What about other states? Well if you live in a state with no income tax, they won't tax your unemployment of course. And CA, MT, NJ, OR, PA, and VA do not tax unemployment, so yay! IL charges, but they have a flat tax, so the withholding should be close. And that covers most of my clients, if there is another state you want me to look into, let me know.
What if you live in one state, but got unemployment in another? Well, it's just like having a job in another state, you have to pay in the state that gave you the unemployment and take a credit in your home state, if applicable. So if you are, for example, a resident of NJ who got NY unemployment, then you have to pay NY. NJ won't charge you, but you still have to pay NY. Of course.
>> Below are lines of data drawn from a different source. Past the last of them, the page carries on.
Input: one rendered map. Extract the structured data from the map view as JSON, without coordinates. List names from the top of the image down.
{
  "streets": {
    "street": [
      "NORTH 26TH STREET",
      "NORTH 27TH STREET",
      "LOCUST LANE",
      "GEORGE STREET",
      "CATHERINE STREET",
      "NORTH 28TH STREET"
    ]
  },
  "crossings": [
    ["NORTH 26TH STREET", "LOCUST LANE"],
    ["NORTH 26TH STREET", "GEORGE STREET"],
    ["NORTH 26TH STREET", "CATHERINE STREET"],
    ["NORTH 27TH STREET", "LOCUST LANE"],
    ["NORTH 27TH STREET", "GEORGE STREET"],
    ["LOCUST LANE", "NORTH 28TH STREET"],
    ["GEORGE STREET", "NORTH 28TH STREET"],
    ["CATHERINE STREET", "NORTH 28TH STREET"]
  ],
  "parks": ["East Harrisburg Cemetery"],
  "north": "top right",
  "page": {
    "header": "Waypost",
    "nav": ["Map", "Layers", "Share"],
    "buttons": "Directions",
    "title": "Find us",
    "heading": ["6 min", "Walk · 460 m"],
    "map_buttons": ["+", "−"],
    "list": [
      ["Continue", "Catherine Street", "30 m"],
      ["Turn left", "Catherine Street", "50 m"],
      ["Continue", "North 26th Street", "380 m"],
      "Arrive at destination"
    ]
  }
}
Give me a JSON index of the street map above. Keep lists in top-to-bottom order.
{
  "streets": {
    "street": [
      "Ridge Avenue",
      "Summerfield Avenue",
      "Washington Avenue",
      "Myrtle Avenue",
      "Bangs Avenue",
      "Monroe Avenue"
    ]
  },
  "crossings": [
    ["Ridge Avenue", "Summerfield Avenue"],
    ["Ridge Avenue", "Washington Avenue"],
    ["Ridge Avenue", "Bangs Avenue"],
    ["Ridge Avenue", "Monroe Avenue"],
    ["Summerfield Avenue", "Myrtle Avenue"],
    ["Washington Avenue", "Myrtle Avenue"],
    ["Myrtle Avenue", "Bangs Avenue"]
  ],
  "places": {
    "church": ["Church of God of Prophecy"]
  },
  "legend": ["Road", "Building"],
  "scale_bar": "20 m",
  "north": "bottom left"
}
If you are, say, a CT resident who got NY unemployment, CT taxes are lower and so while you might have to pay NY, you will get a credit for paying them in CT and that should cover you. Be warned, if you are a NY resident, but got unemployment from say, NJ or CA that don't tax unemployment and therefore don't withhold, you are screwed and will have to pay NY (and NYC if you live there too). If you are a resident of NY/NYC and you got unemployment from, say, CT, where they do withhold but not enough, you will also have to pay the difference. Basically living in NY/NYC is going to force you to pay. Start preparing now! Also be warned, MD doesn't charge taxes to non-residents for unemployment, so they often don't do state withholding, so if you got MD unemployment but live in a state that does tax unemployment, you are going to have to pay.
Bottom line, most people should be ok on the federal but there are a LOT of scenarios where you might owe quite a bit to states, so be prepared! File as early as you can so you have as much time as possible before taxes are due April 15.